Saved entries
┌──

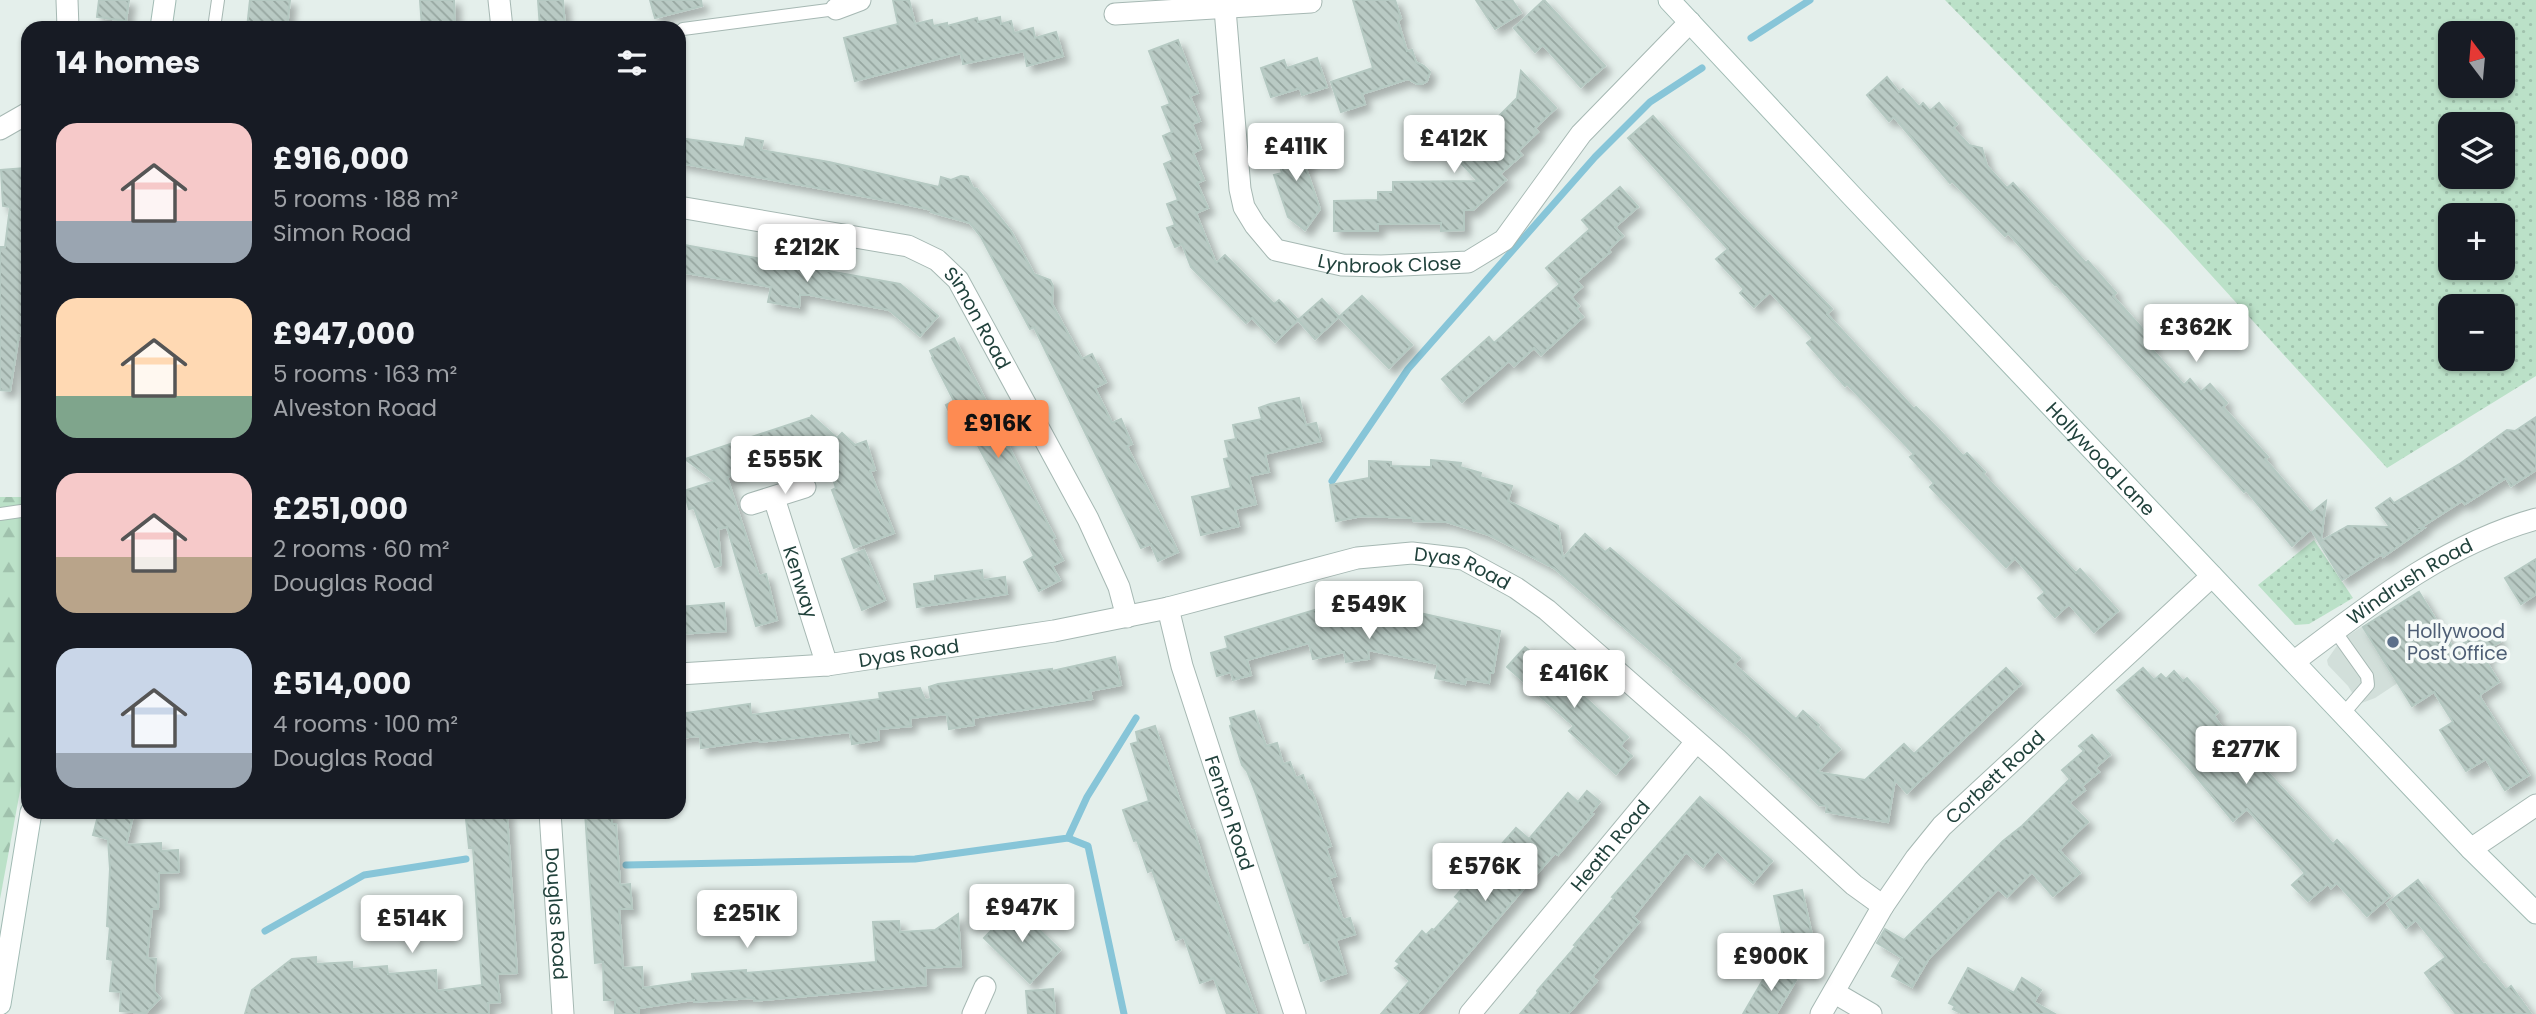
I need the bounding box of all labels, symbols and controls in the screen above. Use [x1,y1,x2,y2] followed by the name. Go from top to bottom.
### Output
[2438,21,2515,98] north arrow
[2438,21,2515,371] map controls
[56,41,200,84] text: 14 homes
[613,44,651,82] icon: filters
[2438,112,2515,189] button: layers
[1405,116,1503,175] pin: £412K
[1420,122,1488,154] text: £412K
[1247,124,1345,183] pin: £411K
[1264,130,1328,162] text: £411K
[273,137,409,180] text: £916,000
[112,151,196,235] icon: home
[273,183,458,215] text: 5 rooms · 188 m²
[2438,203,2515,280] button: +
[273,217,411,249] text: Simon Road
[758,224,856,284] pin: £212K
[774,231,840,263] text: £212K
[1315,246,1462,279] street label: Lynbrook Close
[938,260,1017,374] street label: Simon Road
[2438,294,2515,371] button: −
[2147,304,2245,364] pin: £362K
[2160,311,2232,343] text: £362K
[273,312,415,355] text: £947,000
[112,326,196,410] icon: home
[273,358,457,390] text: 5 rooms · 163 m²
[273,392,437,424] text: Alveston Road
[2040,396,2162,522] street label: Hollywood Lane
[949,400,1047,460] pin: £916K
[964,407,1032,439] text: £916K
[736,436,834,496] pin: £555K
[747,443,823,475] text: £555K
[273,487,408,530] text: £251,000
[112,501,196,585] icon: home
[2341,531,2477,631] street label: Windrush Road
[273,533,450,565] text: 2 rooms · 60 m²
[1413,540,1516,596] street label: Dyas Road
[776,542,825,622] street label: Kenway
[273,567,433,599] text: Douglas Road
[1320,582,1418,641] pin: £549K
[1331,588,1407,620] text: £549K
[2407,618,2508,667] place label: Hollywood Post Office
[857,632,961,674] street label: Dyas Road
[2385,634,2401,650] marker: Hollywood Post Office
[1525,650,1623,710] pin: £416K
[1539,657,1609,689] text: £416K
[273,662,411,705] text: £514,000
[112,676,196,760] icon: home
[273,708,458,740] text: 4 rooms · 100 m²
[1939,724,2051,830] street label: Corbett Road
[2197,726,2295,786] pin: £277K
[2211,733,2281,765] text: £277K
[273,742,433,774] text: Douglas Road
[1198,752,1261,874] street label: Fenton Road
[1564,794,1656,897] street label: Heath Road
[1436,844,1534,903] pin: £576K
[539,847,574,981] street label: Douglas Road
[1448,850,1522,882] text: £576K
[973,884,1071,944] pin: £947K
[698,890,796,950] pin: £251K
[985,891,1059,923] text: £947K
[363,895,461,955] pin: £514K
[713,897,781,929] text: £251K
[377,902,447,934] text: £514K
[1722,934,1820,993] pin: £900K
[1733,940,1809,972] text: £900K

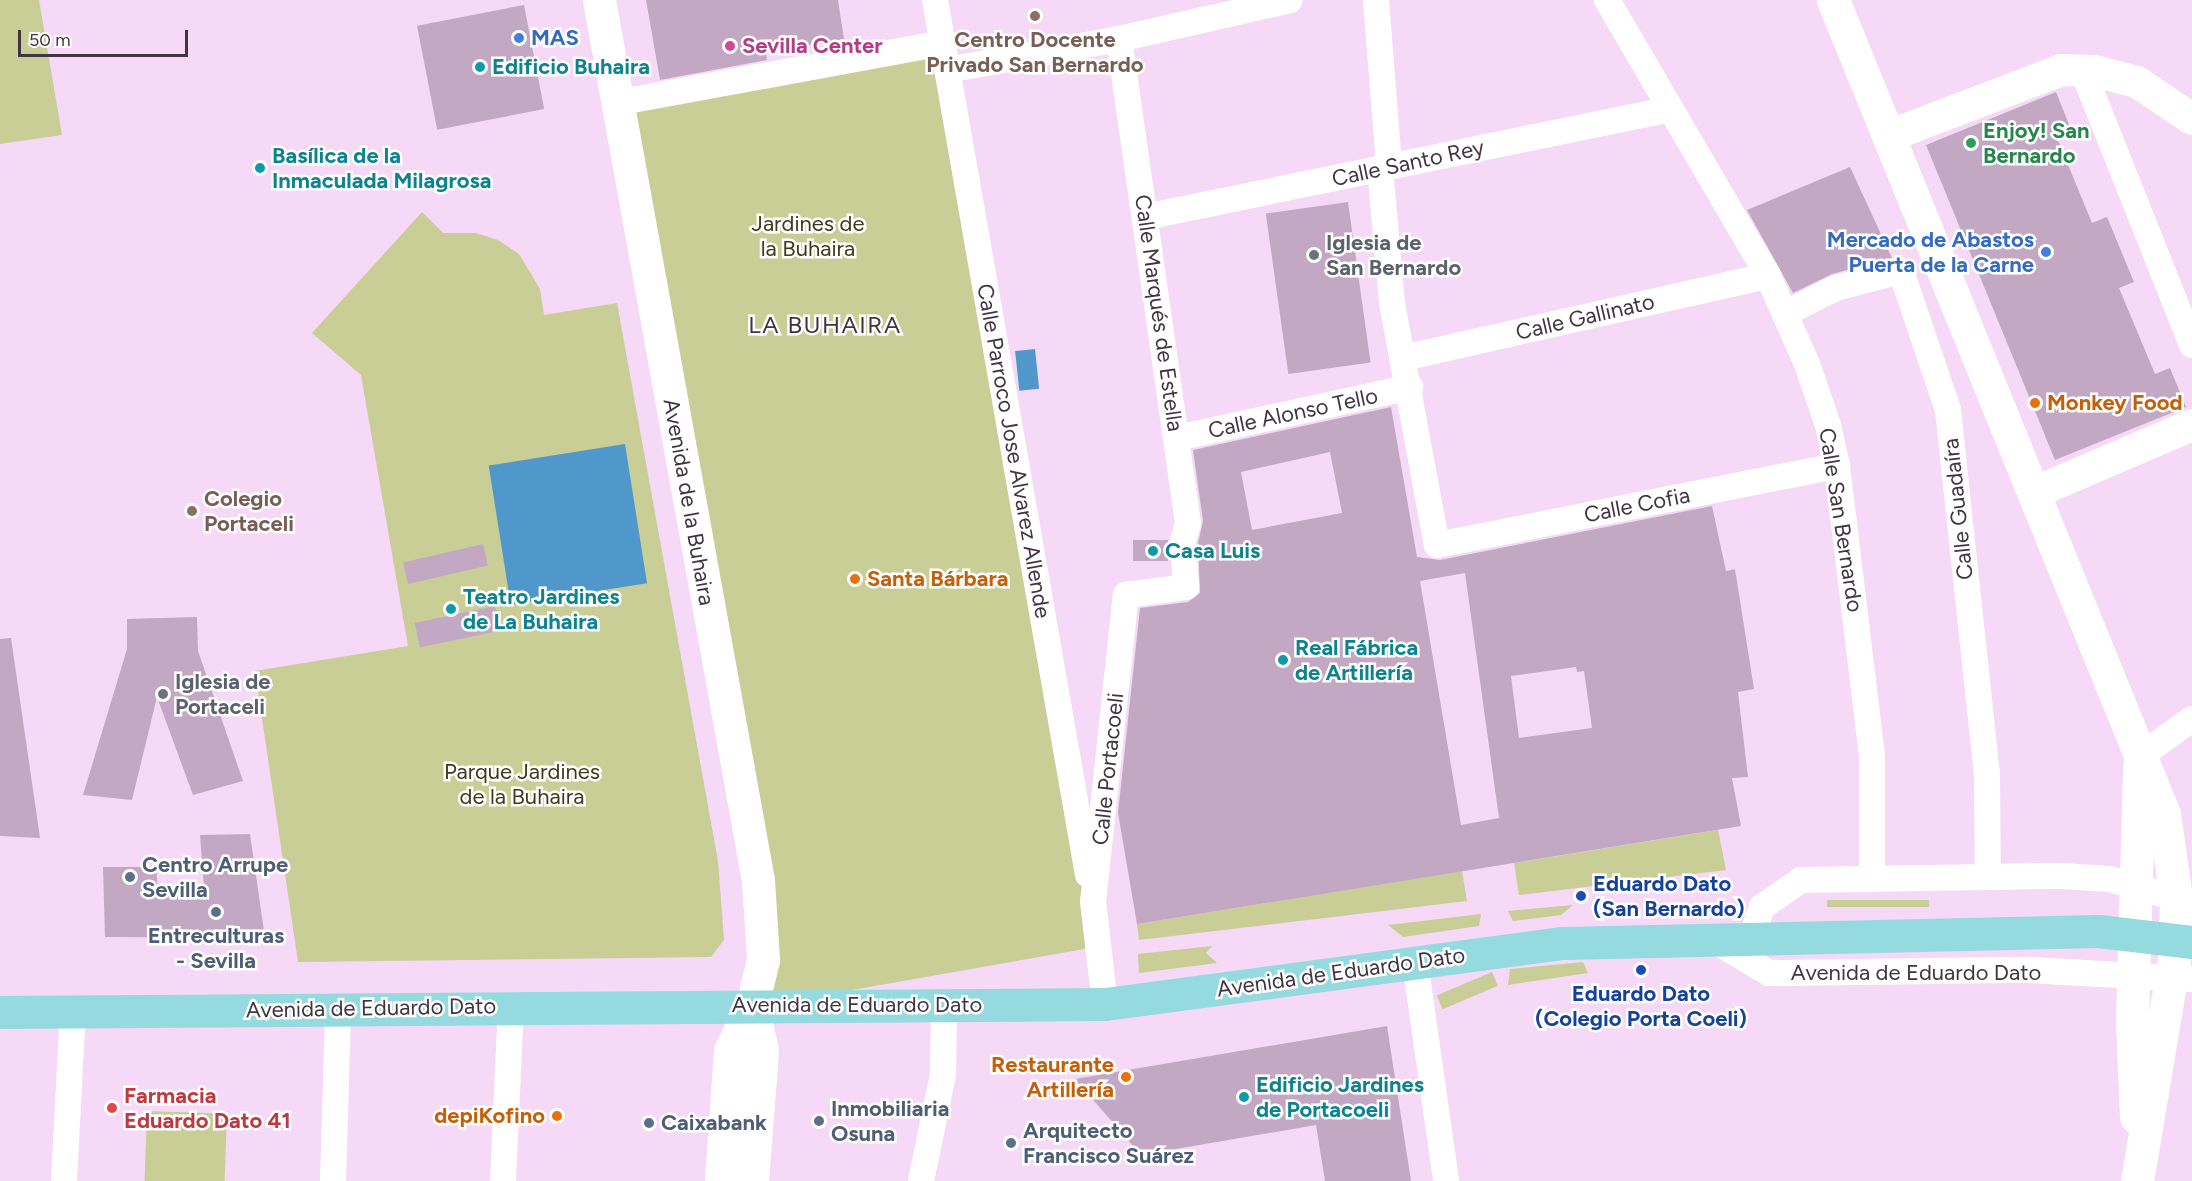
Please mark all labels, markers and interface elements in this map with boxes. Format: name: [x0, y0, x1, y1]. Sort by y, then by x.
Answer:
marker: Centro Docente Privado San Bernardo: [1028, 9, 1042, 23]
scale bar: [21, 18, 190, 56]
place label: MAS: [531, 25, 579, 51]
place label: Centro Docente Privado San Bernardo: [926, 26, 1144, 78]
text: 50 m: [29, 29, 71, 51]
marker: MAS: [512, 31, 526, 45]
place label: Sevilla Center: [742, 33, 883, 59]
marker: Sevilla Center: [723, 39, 737, 53]
place label: Edificio Buhaira: [492, 54, 650, 80]
marker: Edificio Buhaira: [473, 60, 487, 74]
place label: Enjoy! San Bernardo: [1983, 117, 2090, 168]
street label: Calle Santo Rey: [1330, 134, 1486, 192]
marker: Enjoy! San Bernardo: [1964, 136, 1978, 150]
place label: Basílica de la Inmaculada Milagrosa: [272, 142, 492, 194]
marker: Basílica de la Inmaculada Milagrosa: [253, 161, 267, 175]
street label: Calle Marqués de Estella: [1129, 193, 1189, 433]
park label: Jardines de la Buhaira: [752, 210, 864, 262]
place label: Mercado de Abastos Puerta de la Carne: [1827, 226, 2034, 278]
place label: Iglesia de San Bernardo: [1326, 229, 1461, 280]
marker: Mercado de Abastos Puerta de la Carne: [2039, 245, 2053, 259]
marker: Iglesia de San Bernardo: [1307, 248, 1321, 262]
street label: Calle Parroco Jose Alvarez Allende: [972, 282, 1056, 620]
street label: Calle Gallinato: [1513, 288, 1657, 346]
district label: LA BUHAIRA: [748, 311, 902, 339]
street label: Calle Alonso Tello: [1206, 382, 1380, 444]
place label: Monkey Food: [2047, 390, 2183, 416]
marker: Monkey Food: [2028, 396, 2042, 410]
street label: Avenida de la Buhaira: [658, 397, 720, 607]
street label: Calle San Bernardo: [1813, 426, 1869, 614]
street label: Calle Guadaíra: [1937, 437, 1979, 581]
street label: Calle Cofia: [1582, 482, 1692, 528]
place label: Colegio Portaceli: [204, 485, 294, 536]
marker: Colegio Portaceli: [185, 504, 199, 518]
place label: Casa Luis: [1165, 538, 1260, 564]
marker: Casa Luis: [1146, 544, 1160, 558]
place label: Santa Bárbara: [867, 566, 1009, 592]
marker: Santa Bárbara: [848, 572, 862, 586]
place label: Teatro Jardines de La Buhaira: [463, 583, 620, 634]
marker: Teatro Jardines de La Buhaira: [444, 602, 458, 616]
place label: Real Fábrica de Artillería: [1295, 634, 1418, 686]
marker: Real Fábrica de Artillería: [1276, 653, 1290, 667]
place label: Iglesia de Portaceli: [175, 668, 270, 720]
marker: Iglesia de Portaceli: [156, 687, 170, 701]
street label: Calle Portacoeli: [1087, 692, 1129, 846]
park label: Parque Jardines de la Buhaira: [444, 758, 600, 810]
place label: Centro Arrupe Sevilla: [142, 851, 288, 902]
marker: Centro Arrupe Sevilla: [123, 870, 137, 884]
place label: Eduardo Dato (San Bernardo): [1593, 870, 1745, 921]
marker: Eduardo Dato (San Bernardo): [1574, 889, 1588, 903]
marker: Entreculturas - Sevilla: [209, 905, 223, 919]
place label: Entreculturas - Sevilla: [148, 922, 284, 974]
street label: Avenida de Eduardo Dato: [1215, 942, 1467, 1002]
street label: Avenida de Eduardo Dato: [1791, 960, 2041, 986]
marker: Eduardo Dato (Colegio Porta Coeli): [1634, 963, 1648, 977]
place label: Eduardo Dato (Colegio Porta Coeli): [1535, 980, 1747, 1032]
street label: Avenida de Eduardo Dato: [732, 992, 982, 1018]
street label: Avenida de Eduardo Dato: [246, 993, 496, 1023]
place label: Restaurante Artillería: [991, 1051, 1114, 1102]
marker: Restaurante Artillería: [1119, 1070, 1133, 1084]
place label: Edificio Jardines de Portacoeli: [1256, 1071, 1424, 1122]
place label: Farmacia Eduardo Dato 41: [124, 1082, 291, 1134]
marker: Edificio Jardines de Portacoeli: [1237, 1090, 1251, 1104]
place label: Inmobiliaria Osuna: [831, 1095, 949, 1146]
marker: Farmacia Eduardo Dato 41: [105, 1101, 119, 1115]
place label: depiKofino: [434, 1103, 545, 1129]
marker: depiKofino: [550, 1109, 564, 1123]
place label: Caixabank: [661, 1110, 767, 1136]
marker: Inmobiliaria Osuna: [812, 1114, 826, 1128]
marker: Caixabank: [642, 1116, 656, 1130]
place label: Arquitecto Francisco Suárez: [1023, 1117, 1194, 1168]
marker: Arquitecto Francisco Suárez: [1004, 1136, 1018, 1150]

└──

> What you will do:
Skip the pictures and give the entries above again word for word.

> Exercise solution:
I need the bounding box of all labels, symbols and controls in the screen above. Use [x1,y1,x2,y2] followed by the name. Go from top to bottom.
### Output
[2438,21,2515,98] north arrow
[2438,21,2515,371] map controls
[56,41,200,84] text: 14 homes
[613,44,651,82] icon: filters
[2438,112,2515,189] button: layers
[1405,116,1503,175] pin: £412K
[1420,122,1488,154] text: £412K
[1247,124,1345,183] pin: £411K
[1264,130,1328,162] text: £411K
[273,137,409,180] text: £916,000
[112,151,196,235] icon: home
[273,183,458,215] text: 5 rooms · 188 m²
[2438,203,2515,280] button: +
[273,217,411,249] text: Simon Road
[758,224,856,284] pin: £212K
[774,231,840,263] text: £212K
[1315,246,1462,279] street label: Lynbrook Close
[938,260,1017,374] street label: Simon Road
[2438,294,2515,371] button: −
[2147,304,2245,364] pin: £362K
[2160,311,2232,343] text: £362K
[273,312,415,355] text: £947,000
[112,326,196,410] icon: home
[273,358,457,390] text: 5 rooms · 163 m²
[273,392,437,424] text: Alveston Road
[2040,396,2162,522] street label: Hollywood Lane
[949,400,1047,460] pin: £916K
[964,407,1032,439] text: £916K
[736,436,834,496] pin: £555K
[747,443,823,475] text: £555K
[273,487,408,530] text: £251,000
[112,501,196,585] icon: home
[2341,531,2477,631] street label: Windrush Road
[273,533,450,565] text: 2 rooms · 60 m²
[1413,540,1516,596] street label: Dyas Road
[776,542,825,622] street label: Kenway
[273,567,433,599] text: Douglas Road
[1320,582,1418,641] pin: £549K
[1331,588,1407,620] text: £549K
[2407,618,2508,667] place label: Hollywood Post Office
[857,632,961,674] street label: Dyas Road
[2385,634,2401,650] marker: Hollywood Post Office
[1525,650,1623,710] pin: £416K
[1539,657,1609,689] text: £416K
[273,662,411,705] text: £514,000
[112,676,196,760] icon: home
[273,708,458,740] text: 4 rooms · 100 m²
[1939,724,2051,830] street label: Corbett Road
[2197,726,2295,786] pin: £277K
[2211,733,2281,765] text: £277K
[273,742,433,774] text: Douglas Road
[1198,752,1261,874] street label: Fenton Road
[1564,794,1656,897] street label: Heath Road
[1436,844,1534,903] pin: £576K
[539,847,574,981] street label: Douglas Road
[1448,850,1522,882] text: £576K
[973,884,1071,944] pin: £947K
[698,890,796,950] pin: £251K
[985,891,1059,923] text: £947K
[363,895,461,955] pin: £514K
[713,897,781,929] text: £251K
[377,902,447,934] text: £514K
[1722,934,1820,993] pin: £900K
[1733,940,1809,972] text: £900K

Please mark all labels, markers and interface elements in this map with boxes. Format: name: [x0, y0, x1, y1]. Sort by y, then by x.
Answer:
marker: Centro Docente Privado San Bernardo: [1028, 9, 1042, 23]
scale bar: [21, 18, 190, 56]
place label: MAS: [531, 25, 579, 51]
place label: Centro Docente Privado San Bernardo: [926, 26, 1144, 78]
text: 50 m: [29, 29, 71, 51]
marker: MAS: [512, 31, 526, 45]
place label: Sevilla Center: [742, 33, 883, 59]
marker: Sevilla Center: [723, 39, 737, 53]
place label: Edificio Buhaira: [492, 54, 650, 80]
marker: Edificio Buhaira: [473, 60, 487, 74]
place label: Enjoy! San Bernardo: [1983, 117, 2090, 168]
street label: Calle Santo Rey: [1330, 134, 1486, 192]
marker: Enjoy! San Bernardo: [1964, 136, 1978, 150]
place label: Basílica de la Inmaculada Milagrosa: [272, 142, 492, 194]
marker: Basílica de la Inmaculada Milagrosa: [253, 161, 267, 175]
street label: Calle Marqués de Estella: [1129, 193, 1189, 433]
park label: Jardines de la Buhaira: [752, 210, 864, 262]
place label: Mercado de Abastos Puerta de la Carne: [1827, 226, 2034, 278]
place label: Iglesia de San Bernardo: [1326, 229, 1461, 280]
marker: Mercado de Abastos Puerta de la Carne: [2039, 245, 2053, 259]
marker: Iglesia de San Bernardo: [1307, 248, 1321, 262]
street label: Calle Parroco Jose Alvarez Allende: [972, 282, 1056, 620]
street label: Calle Gallinato: [1513, 288, 1657, 346]
district label: LA BUHAIRA: [748, 311, 902, 339]
street label: Calle Alonso Tello: [1206, 382, 1380, 444]
place label: Monkey Food: [2047, 390, 2183, 416]
marker: Monkey Food: [2028, 396, 2042, 410]
street label: Avenida de la Buhaira: [658, 397, 720, 607]
street label: Calle San Bernardo: [1813, 426, 1869, 614]
street label: Calle Guadaíra: [1937, 437, 1979, 581]
street label: Calle Cofia: [1582, 482, 1692, 528]
place label: Colegio Portaceli: [204, 485, 294, 536]
marker: Colegio Portaceli: [185, 504, 199, 518]
place label: Casa Luis: [1165, 538, 1260, 564]
marker: Casa Luis: [1146, 544, 1160, 558]
place label: Santa Bárbara: [867, 566, 1009, 592]
marker: Santa Bárbara: [848, 572, 862, 586]
place label: Teatro Jardines de La Buhaira: [463, 583, 620, 634]
marker: Teatro Jardines de La Buhaira: [444, 602, 458, 616]
place label: Real Fábrica de Artillería: [1295, 634, 1418, 686]
marker: Real Fábrica de Artillería: [1276, 653, 1290, 667]
place label: Iglesia de Portaceli: [175, 668, 270, 720]
marker: Iglesia de Portaceli: [156, 687, 170, 701]
street label: Calle Portacoeli: [1087, 692, 1129, 846]
park label: Parque Jardines de la Buhaira: [444, 758, 600, 810]
place label: Centro Arrupe Sevilla: [142, 851, 288, 902]
marker: Centro Arrupe Sevilla: [123, 870, 137, 884]
place label: Eduardo Dato (San Bernardo): [1593, 870, 1745, 921]
marker: Eduardo Dato (San Bernardo): [1574, 889, 1588, 903]
marker: Entreculturas - Sevilla: [209, 905, 223, 919]
place label: Entreculturas - Sevilla: [148, 922, 284, 974]
street label: Avenida de Eduardo Dato: [1215, 942, 1467, 1002]
street label: Avenida de Eduardo Dato: [1791, 960, 2041, 986]
marker: Eduardo Dato (Colegio Porta Coeli): [1634, 963, 1648, 977]
place label: Eduardo Dato (Colegio Porta Coeli): [1535, 980, 1747, 1032]
street label: Avenida de Eduardo Dato: [732, 992, 982, 1018]
street label: Avenida de Eduardo Dato: [246, 993, 496, 1023]
place label: Restaurante Artillería: [991, 1051, 1114, 1102]
marker: Restaurante Artillería: [1119, 1070, 1133, 1084]
place label: Edificio Jardines de Portacoeli: [1256, 1071, 1424, 1122]
place label: Farmacia Eduardo Dato 41: [124, 1082, 291, 1134]
marker: Edificio Jardines de Portacoeli: [1237, 1090, 1251, 1104]
place label: Inmobiliaria Osuna: [831, 1095, 949, 1146]
marker: Farmacia Eduardo Dato 41: [105, 1101, 119, 1115]
place label: depiKofino: [434, 1103, 545, 1129]
marker: depiKofino: [550, 1109, 564, 1123]
place label: Caixabank: [661, 1110, 767, 1136]
marker: Inmobiliaria Osuna: [812, 1114, 826, 1128]
marker: Caixabank: [642, 1116, 656, 1130]
place label: Arquitecto Francisco Suárez: [1023, 1117, 1194, 1168]
marker: Arquitecto Francisco Suárez: [1004, 1136, 1018, 1150]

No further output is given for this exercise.